# My set up - Video



## Xema (Mar 24, 2004)

Crypto-Dome, in movement

Greets from Spain


----------



## Xema (Mar 24, 2004)

Yeah, I know, I am not Spielberg.... but... any comment??? is it really so bad?


----------



## EDGE (Feb 28, 2004)

Well, I wouldn't say it is bad, but moving a camera around the setup isn't too exciting. This is a nice idea for video taping step by step procedures for a lot of things.


----------



## Bombay (Mar 6, 2006)

Healthy looking plants!


----------



## Kai Witte (Jan 30, 2006)

Thanks, Xema!



> Yeah, I know, I am not Spielberg.... but... any comment???


I didn't spot any aphids, so I thought no immediate action was needed...  

So, the green dish houses your blackwater crypt collection? :hug:


----------



## Jdinh04 (Oct 7, 2004)

Nice to see a video, is that a Anubias species thats growing in there? I am thinking about growing some emersed plants either in my back graden or in a separated tank. 

Does the wpg rule still apply to emersed setups vs. submersed setups? If you could give some more background information or point me to a post or a site where I can read more about this, that'll be great!


----------



## Xema (Mar 24, 2004)

Yeah Kai, is the home of the swamp grower crypts. But a temporal situation. I am making a glass dish home for them.

Jdinh04,

I have only a pot of anubias nana 'petit' growing under the big pontederiifolia. But the set up to grow anubias is not quite different of this. I was growing anubias in similar set up. I don´t know any rule about the WPG in emersed set up, you only need your reason, without water, light gets better intensity, so you need a little amount of watt to grow emersed plants.

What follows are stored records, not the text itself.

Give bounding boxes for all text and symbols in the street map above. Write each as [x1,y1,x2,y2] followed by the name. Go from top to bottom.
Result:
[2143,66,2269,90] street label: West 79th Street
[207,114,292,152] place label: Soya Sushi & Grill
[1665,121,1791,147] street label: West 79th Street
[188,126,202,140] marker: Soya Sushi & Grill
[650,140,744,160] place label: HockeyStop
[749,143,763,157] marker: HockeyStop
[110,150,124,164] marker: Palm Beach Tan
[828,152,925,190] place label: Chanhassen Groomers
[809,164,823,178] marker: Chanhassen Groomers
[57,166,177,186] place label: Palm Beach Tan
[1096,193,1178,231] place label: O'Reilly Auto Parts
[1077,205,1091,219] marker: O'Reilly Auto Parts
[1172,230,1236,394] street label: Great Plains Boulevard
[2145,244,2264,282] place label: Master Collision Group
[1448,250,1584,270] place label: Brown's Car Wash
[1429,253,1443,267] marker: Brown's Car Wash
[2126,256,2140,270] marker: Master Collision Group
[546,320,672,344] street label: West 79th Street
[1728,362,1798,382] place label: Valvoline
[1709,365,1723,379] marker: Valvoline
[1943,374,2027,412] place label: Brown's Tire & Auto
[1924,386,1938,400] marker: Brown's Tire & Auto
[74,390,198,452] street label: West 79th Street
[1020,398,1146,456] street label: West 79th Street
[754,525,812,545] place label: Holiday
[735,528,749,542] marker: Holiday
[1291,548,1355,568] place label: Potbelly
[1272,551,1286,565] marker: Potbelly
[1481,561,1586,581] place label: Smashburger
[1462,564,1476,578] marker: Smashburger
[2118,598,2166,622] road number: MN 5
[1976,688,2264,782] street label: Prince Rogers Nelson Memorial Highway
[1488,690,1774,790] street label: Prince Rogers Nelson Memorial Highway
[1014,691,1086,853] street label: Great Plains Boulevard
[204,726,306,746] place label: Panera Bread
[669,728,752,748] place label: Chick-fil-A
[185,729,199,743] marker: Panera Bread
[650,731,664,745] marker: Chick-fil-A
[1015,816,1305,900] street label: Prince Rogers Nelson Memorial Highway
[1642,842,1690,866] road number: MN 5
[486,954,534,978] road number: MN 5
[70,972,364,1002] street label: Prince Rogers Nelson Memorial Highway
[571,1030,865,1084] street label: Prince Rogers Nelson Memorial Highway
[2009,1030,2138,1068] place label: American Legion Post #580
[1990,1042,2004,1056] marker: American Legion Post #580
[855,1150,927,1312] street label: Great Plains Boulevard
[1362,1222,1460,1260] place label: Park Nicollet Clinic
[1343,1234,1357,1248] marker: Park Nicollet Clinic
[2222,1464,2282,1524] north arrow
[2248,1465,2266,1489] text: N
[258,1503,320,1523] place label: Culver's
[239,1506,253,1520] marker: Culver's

For example, this set up sizes 90(cm)x35(cm)x45(cm) and I light it with 2x18w pll.


----------



## Jdinh04 (Oct 7, 2004)

Xema,

Thanks for replying, are you dosing these emersed plants with any fertilization? Can you give some more info on your setup, lighting, substrate, ferts, etc ...


----------



## oceanaqua (Oct 24, 2005)

an instructional video of how everything is setup would be awsome! Nice video btw.


----------



## TwinRay (Aug 15, 2006)

Jdinh04 said:


> Xema,
> 
> Thanks for replying, are you dosing these emersed plants with any fertilization? Can you give some more info on your setup, lighting, substrate, ferts, etc ...


Sorry for up this old thread and this post but i'm interested to this solutions and wait answer for this questions [smilie=n:

PS: Good job Xema! :clap2:

Bye
Roberto


----------